И дороги на оклик встают перед ним,

как шоссе и перроны,

как этапы разлуки, как вещие сны

на ладони Харона.

И дороги к ответу готовят его,

человека дороги.

Человек, запахнувшись в ковёр-самолет,

как всегда на пороге,

и никто не окликнет, никто не взойдёт,

не поправит итоги.

Человек возвращается на стихосвод

в озарённые слоги.

 

Цунами

Если тень океана, величие дна

в потаённом значении, в скрытом числе,

как иголка в яйце,

как Эдипа жена,

как империя,

как драгоценные угли в золе

бухенвальдских печей,

как замедленный взлёт тополей

 

перед первым ударом в картонные сны «близнецов»,

перед школой, взведенной на дикий алтарь самозванства,

перед страхом «майдана» в размерной тоске катастроф

на широком экране, в ликующем шоу аванса.

 

Перед тем, как меняя мечту на кредитный билет

в электронную пропасть, в эфир календарного блага,

наливается тень, созревает глубинная брага,

чуть заметным волненьем расшатывая парапет.

 

То рождается штиль.

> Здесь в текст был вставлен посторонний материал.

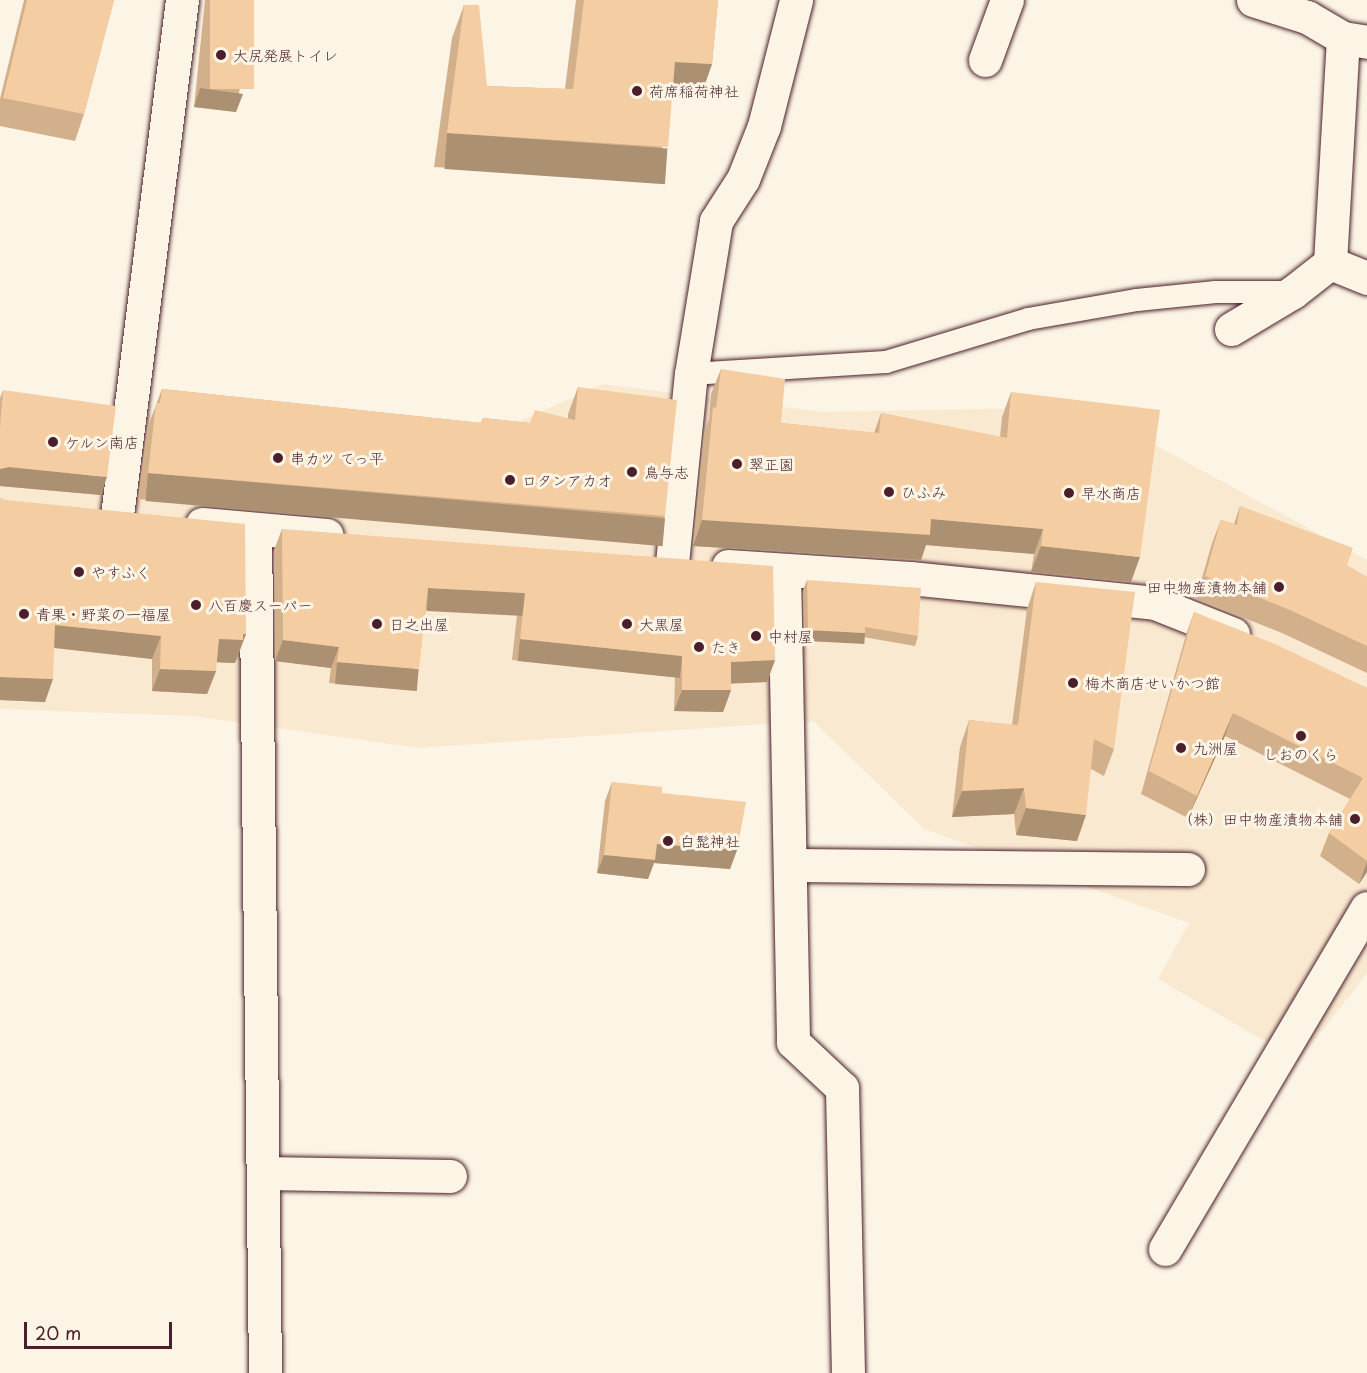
<!DOCTYPE html>
<html>
<head>
<meta charset="utf-8">
<style>
  body { margin:0 }
  #map { position:relative; width:1367px; height:1373px; overflow:hidden; background:#fcf5e5; font-family:"Playpen Sans","Klee One",sans-serif }
  div>[style] { position:absolute }
  [style*='--x'] { left:calc(var(--x)*1px); top:calc(var(--y)*1px); width:calc(var(--w)*1px); rotate:calc(var(--a)*1deg) }
  .built>* { inset:0; background:#fae9d1 }
  .roads { filter:drop-shadow(0 0 2px #4a1f2b) drop-shadow(0 0 2px #4a1f2b) }
  .service>* { height:22px; margin:-11px; padding:0 11px; transform-origin:11px; border-radius:11px; background:#fcf5e5 }
  .minor>* { height:33px; margin:-16.5px; padding:0 16.5px; transform-origin:16.5px; border-radius:16.5px; background:#fcf5e5 }
  .wall>* { inset:0; background:#d2b08c }
  .shaded-wall>* { inset:0; background:#ab9072; transform-origin:0 0 }
  .building>* { inset:0; background:#f4cda3; transform-origin:0 0 }
  .dots>* { width:16px; height:16px; translate:-50% -50%; box-sizing:border-box; border:3px solid #fcf5e5; border-radius:50% }
  span { translate:-50% -50%; white-space:nowrap; text-align:center; line-height:1.15; -webkit-text-stroke:6px #fcf5e5; paint-order:stroke }
  .poi-label { font-size:15px; color:#4a1f2b }
  .left { translate:0 -50%; text-align:left }
  .right { translate:-100% -50%; text-align:right }
  .scale { position:absolute; left:24px; top:1322px; width:148px; height:27px; box-sizing:border-box; border:3px solid #4a1f2b; border-top:0; padding-left:8px; font-size:18px; line-height:21px; white-space:nowrap; color:#4a1f2b; -webkit-text-stroke:4px #fcf5e5; paint-order:stroke }
</style>
</head>
<body>
<div id="map">
  <div class="built">
    <div style="clip-path:polygon(603px 384px,823px 412px,1085px 407px,1367px 560px,1367px 973px,1299px 1061px,1158px 979px,1189px 923px,924px 829px,813px 721px,418px 748px,193px 716px,0 709px,0 405px,483px 437px)"></div>
  </div>
  <div class="roads">
    <div class="service">
      <div style="--x:691;--y:374;--w:195;--a:-3.5"></div>
      <div style="--x:886;--y:362;--w:148;--a:-16.8"></div>
      <div style="--x:1028;--y:319;--w:111;--a:-9.9"></div>
      <div style="--x:1137;--y:300;--w:79;--a:-5.8"></div>
      <div style="--x:1216;--y:292;--w:74;--a:0"></div>
    </div>
    <div class="minor">
      <div style="--x:1253;--y:0;--w:57;--a:17.5"></div>
      <div style="--x:1307;--y:17;--w:42;--a:30.3"></div>
      <div style="--x:1343;--y:38;--w:24;--a:9"></div>
      <div style="--x:985;--y:60;--w:64;--a:-69.9"></div>
      <div style="--x:1330;--y:263;--w:225;--a:-86.7"></div>
      <div style="--x:1231;--y:329;--w:72;--a:-30.8"></div>
      <div style="--x:1293;--y:292;--w:47;--a:-38.1"></div>
      <div style="--x:1330;--y:263;--w:40;--a:22"></div>
      <div style="--x:117;--y:515;--w:519;--a:-82.81"></div>
      <div style="--x:202;--y:524;--w:125;--a:5"></div>
      <div style="--x:255;--y:530;--w:843;--a:89.32"></div>
      <div style="--x:672;--y:563;--w:190;--a:-84.3"></div>
      <div style="--x:691;--y:374;--w:155;--a:-80.7"></div>
      <div style="--x:716;--y:221;--w:50;--a:-57.3"></div>
      <div style="--x:743;--y:179;--w:57;--a:-68.4"></div>
      <div style="--x:764;--y:126;--w:130;--a:-75.7"></div>
      <div style="--x:728;--y:566;--w:182;--a:3.8"></div>
      <div style="--x:910;--y:578;--w:246;--a:5.8"></div>
      <div style="--x:1155;--y:603;--w:84;--a:21.7"></div>
      <div style="--x:784;--y:570;--w:472;--a:88.9"></div>
      <div style="--x:793;--y:1042;--w:67;--a:43.2"></div>
      <div style="--x:842;--y:1088;--w:285;--a:88.8"></div>
      <div style="--x:790;--y:865;--w:398;--a:0.6"></div>
      <div style="--x:263;--y:1173;--w:187;--a:0.9"></div>
      <div style="--x:1165;--y:1249;--w:396;--a:-59.4"></div>
    </div>
  </div>
  <div class="wall">
    <div style="clip-path:polygon(24px 0,114px 0,84px 114px,75px 141px,0 126px,0 99px)"></div>
    <div style="clip-path:polygon(205px 0,254px 0,236px 112px,194px 107px)"></div>
    <div style="clip-path:polygon(576px 0,718px 0,712px 64px,700px 98px,672px 96px,656px 180px,434px 167px,452px 38px,464px 5px,487px 86px,565px 89px)"></div>
    <div style="clip-path:polygon(721px 369px,781px 423px,874px 433px,881px 413px,1000px 437px,1002px 417px,1011px 392px,1131px 582px,1031px 572px,1034px 554px,926px 545px,921px 560px,693px 546px,704px 433px,709px 419px,711px 394px)"></div>
    <div style="clip-path:polygon(578px 387px,665px 516px,655px 543px,138px 499px,147px 429px,162px 389px,481px 423px,483px 418px,530px 423px,568px 418px,568px 414px)"></div>
    <div style="clip-path:polygon(3px 390px,101px 495px,0 486px,0 398px)"></div>
    <div style="clip-path:polygon(0 498px,246px 634px,235px 663px,216px 662px,216px 671px,207px 694px,152px 691px,152px 659px,54px 648px,45px 702px,0 700px)"></div>
    <div style="clip-path:polygon(1240px 506px,1367px 577px,1367px 673px,1282px 633px,1196px 599px,1212px 543px,1221px 520px,1234px 524px)"></div>
    <div style="clip-path:polygon(282px 529px,775px 660px,767px 682px,731px 683px,731px 690px,723px 712px,674px 711px,675px 677px,512px 660px,517px 615px,426px 610px,411px 690px,329px 683px,331px 668px,275px 661px,274px 550px)"></div>
    <div style="clip-path:polygon(807px 580px,918px 636px,915px 646px,863px 637px,861px 643px,804px 640px,803px 590px)"></div>
    <div style="clip-path:polygon(1036px 582px,1114px 749px,1104px 776px,1091px 769px,1077px 841px,1016px 835px,1014px 814px,952px 817px,960px 747px,969px 720px,1012px 725px,1027px 609px)"></div>
    <div style="clip-path:polygon(1194px 612px,1367px 688px,1367px 872px,1359px 884px,1320px 856px,1329px 833px,1350px 799px,1225px 736px,1188px 818px,1141px 794px,1186px 635px)"></div>
    <div style="clip-path:polygon(612px 782px,662px 793px,737px 850px,730px 869px,654px 863px,648px 879px,597px 873px,605px 801px)"></div>
  </div>
  <div class="shaded-wall">
    <div style="clip-path:polygon(675px 62px,712px 64px,700px 98px,663px 96px)"></div>
    <div style="clip-path:polygon(200px 88px,243px 94px,236px 112px,194px 107px)"></div>
    <div style="left:447px;top:133px;width:221px;height:36px;rotate:4deg"></div>
    <div style="clip-path:polygon(9px 467px,107px 477px,101px 495px,0 486px,0 469px)"></div>
    <div style="left:148px;top:473px;width:519px;height:28px;rotate:5deg"></div>
    <div style="clip-path:polygon(931px 519px,1043px 529px,1034px 554px,926px 545px,921px 560px,693px 546px,702px 520px)"></div>
    <div style="clip-path:polygon(1041px 546px,1140px 557px,1131px 582px,1031px 572px)"></div>
    <div style="left:428px;top:588px;width:97px;height:23px;rotate:3deg"></div>
    <div style="clip-path:polygon(55px 625px,161px 636px,152px 659px,47px 647px)"></div>
    <div style="left:808px;top:630px;width:57px;height:11px;rotate:3deg"></div>
    <div style="clip-path:polygon(243px 634px,246px 634px,235px 663px,211px 662px,219px 639px)"></div>
    <div style="left:520px;top:639px;width:163px;height:22px;rotate:6deg"></div>
    <div style="clip-path:polygon(283px 640px,339px 647px,331px 668px,275px 661px)"></div>
    <div style="clip-path:polygon(775px 660px,767px 682px,723px 684px,731px 662px)"></div>
    <div style="left:337px;top:662px;width:82px;height:22px;rotate:5deg"></div>
    <div style="clip-path:polygon(160px 669px,216px 671px,207px 694px,152px 691px)"></div>
    <div style="clip-path:polygon(0 677px,53px 679px,45px 702px,0 700px)"></div>
    <div style="clip-path:polygon(682px 690px,731px 690px,723px 712px,674px 711px)"></div>
    <div style="clip-path:polygon(1233px 713px,1225px 736px,1188px 818px,1197px 796px)"></div>
    <div style="clip-path:polygon(1024px 788px,1014px 814px,952px 817px,962px 791px)"></div>
    <div style="clip-path:polygon(1026px 808px,1086px 815px,1077px 841px,1016px 835px)"></div>
    <div style="clip-path:polygon(657px 844px,737px 850px,730px 869px,654px 863px,648px 879px,597px 873px,604px 855px)"></div>
    <div style="clip-path:polygon(1367px 862px,1367px 872px,1359px 884px)"></div>
  </div>
  <div class="building">
    <div style="clip-path:polygon(27px 0,114px 0,84px 114px,3px 98px)"></div>
    <div style="left:210px;top:0;width:44px;height:89px"></div>
    <div style="clip-path:polygon(584px 0,718px 0,712px 64px,675px 62px,668px 147px,447px 133px,464px 5px,479px 5px,487px 86px,573px 89px)"></div>
    <div style="clip-path:polygon(721px 369px,785px 379px,781px 423px,879px 433px,881px 413px,1007px 438px,1011px 392px,1160px 410px,1140px 557px,1041px 546px,1043px 529px,931px 519px,930px 535px,702px 520px,713px 407px,716px 408px)"></div>
    <div style="clip-path:polygon(578px 387px,677px 400px,665px 516px,148px 473px,156px 403px,160px 403px,162px 389px,482px 423px,483px 418px,530px 423px,535px 410px,575px 420px)"></div>
    <div style="clip-path:polygon(3px 390px,116px 406px,107px 477px,9px 467px,0 469px,0 427px)"></div>
    <div style="clip-path:polygon(0 498px,6px 500px,245px 524px,246px 634px,243px 634px,243px 640px,219px 639px,216px 671px,160px 669px,161px 636px,55px 625px,53px 679px,0 677px)"></div>
    <div style="clip-path:polygon(1240px 506px,1353px 548px,1347px 565px,1367px 577px,1367px 646px,1290px 610px,1205px 576px,1221px 520px,1237px 525px)"></div>
    <div style="clip-path:polygon(282px 529px,773px 566px,775px 660px,731px 662px,731px 690px,682px 690px,682px 656px,520px 639px,525px 593px,428px 588px,419px 669px,337px 662px,339px 647px,283px 640px)"></div>
    <div style="clip-path:polygon(807px 580px,921px 588px,918px 636px,865px 627px,865px 633px,808px 630px)"></div>
    <div style="clip-path:polygon(1036px 582px,1135px 592px,1114px 749px,1094px 739px,1086px 815px,1026px 808px,1024px 788px,962px 791px,969px 720px,1018px 725px)"></div>
    <div style="clip-path:polygon(1194px 612px,1275px 644px,1367px 688px,1367px 861px,1329px 833px,1363px 778px,1233px 713px,1197px 796px,1149px 771px)"></div>
    <div style="clip-path:polygon(612px 782px,662px 787px,662px 793px,746px 802px,737px 850px,657px 844px,655px 860px,604px 855px)"></div>
  </div>
  <div class="dots">
    <div style="left:221px;top:55px;background:#4a1f2b"></div>
    <div style="left:637px;top:91px;background:#4a1f2b"></div>
    <div style="left:53px;top:442px;background:#4a1f2b"></div>
    <div style="left:278px;top:458px;background:#4a1f2b"></div>
    <div style="left:737px;top:464px;background:#4a1f2b"></div>
    <div style="left:632px;top:472px;background:#4a1f2b"></div>
    <div style="left:510px;top:480px;background:#4a1f2b"></div>
    <div style="left:889px;top:492px;background:#4a1f2b"></div>
    <div style="left:1069px;top:493px;background:#4a1f2b"></div>
    <div style="left:79px;top:572px;background:#4a1f2b"></div>
    <div style="left:1279px;top:587px;background:#4a1f2b"></div>
    <div style="left:196px;top:605px;background:#4a1f2b"></div>
    <div style="left:24px;top:614px;background:#4a1f2b"></div>
    <div style="left:377px;top:624px;background:#4a1f2b"></div>
    <div style="left:627px;top:624px;background:#4a1f2b"></div>
    <div style="left:756px;top:636px;background:#4a1f2b"></div>
    <div style="left:699px;top:647px;background:#4a1f2b"></div>
    <div style="left:1073px;top:683px;background:#4a1f2b"></div>
    <div style="left:1301px;top:736px;background:#4a1f2b"></div>
    <div style="left:1181px;top:748px;background:#4a1f2b"></div>
    <div style="left:1355px;top:819px;background:#4a1f2b"></div>
    <div style="left:668px;top:841px;background:#4a1f2b"></div>
  </div>
  <div class="poi-label">
    <span class="left" style="left:233px;top:55px">大尻発展トイレ</span>
    <span class="left" style="left:649px;top:91px">荷席稲荷神社</span>
    <span class="left" style="left:65px;top:442px">ケルン南店</span>
    <span class="left" style="left:290px;top:458px">串カツ てっ平</span>
    <span class="left" style="left:749px;top:464px">翠正園</span>
    <span class="left" style="left:644px;top:472px">鳥与志</span>
    <span class="left" style="left:522px;top:480px">ロタンアカオ</span>
    <span class="left" style="left:901px;top:492px">ひふみ</span>
    <span class="left" style="left:1081px;top:493px">早水商店</span>
    <span class="left" style="left:91px;top:572px">やすふく</span>
    <span class="right" style="left:1267px;top:587px">田中物産漬物本舗</span>
    <span class="left" style="left:208px;top:605px">八百慶スーパー</span>
    <span class="left" style="left:36px;top:614px">青果・野菜の一福屋</span>
    <span class="left" style="left:389px;top:624px">日之出屋</span>
    <span class="left" style="left:639px;top:624px">大黒屋</span>
    <span class="left" style="left:768px;top:636px">中村屋</span>
    <span class="left" style="left:711px;top:647px">たき</span>
    <span class="left" style="left:1085px;top:683px">梅木商店せいかつ館</span>
    <span class="left" style="left:1193px;top:748px">九洲屋</span>
    <span style="left:1301px;top:754px">しおのくら</span>
    <span class="right" style="left:1343px;top:819px">（株）田中物産漬物本舗</span>
    <span class="left" style="left:680px;top:841px">白髭神社</span>
  </div>
  <div class="scale">20 m</div>
</div>
</body>
</html>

То безветрие сводит с ума.

То стоит карусель на вершине державного взлёта.

То уходит в шумерский песок молодая пехота.

То на дне океана очнулись глухие грома.

 

Пастушок-шепоток

Если скорость разлуки делить на двоих,

сокращая бессонницу в мыслях тугих,

то экран потолка, обернувшись к окну,

завернёт его тени в дуду.

 

Из подзорной дуды по следам светляка

путешествует омут больного зрачка,

в нем кочует троллейбус, хранится январь

и бенгальскую ночь провожает фонарь,

и янтарь в снежной плазме картавой зари,

и родной шепоток: «Отвори».

 

Но расторгнется встреча. Зажмурят окно желтоватые шторы.

Между страхом и сном, пробежит холодок:

Человек — лабиринт электронных дорог —

пастушок-шепоток в глубине монитора.

 

Пастушок-шепоток обойдет тишину, прикоснётся к губам.

Протяжённость разлуки раскрутит дуду в бесконечный плацдарм.

 

Будут тени качаться и длиться в окно, из которого плещет немое кино.

И спокойная одурь, как дрожь по стеклу, проникает в открытую мглу.

 

Бесконечное тело от лба до замка

шевелится меж звёзд в гамаке потолка,

у весеннего снайпера в пульсе виска

перелётной мишенью зрачка.

 

В глубине монитора сквозняк,

на разрушенных сайтах — огни.

На планете Багдад — на планете бардак.

На планете одни земляки.

 

Земляки-землекопы окопных забав —

благодатного неба сверчки,

полевые мужчины, стратеги без прав,

голливудской мечты очаги.

 

Разыграется время, сбивая цифири с руин.

У Тиресия воин испросит дорогу в разграбленный дом.

Пролетит Ватерлоо, мелькнут Ленинград и Берлин —

и заполнит троянская гибель экран-окоем.

 

То песчаная буря, то сполохи дымных грибов

в сердцевине разлуки, в разломе слепых скоростей.

На Итаке темно, и бессонница царствует в ней.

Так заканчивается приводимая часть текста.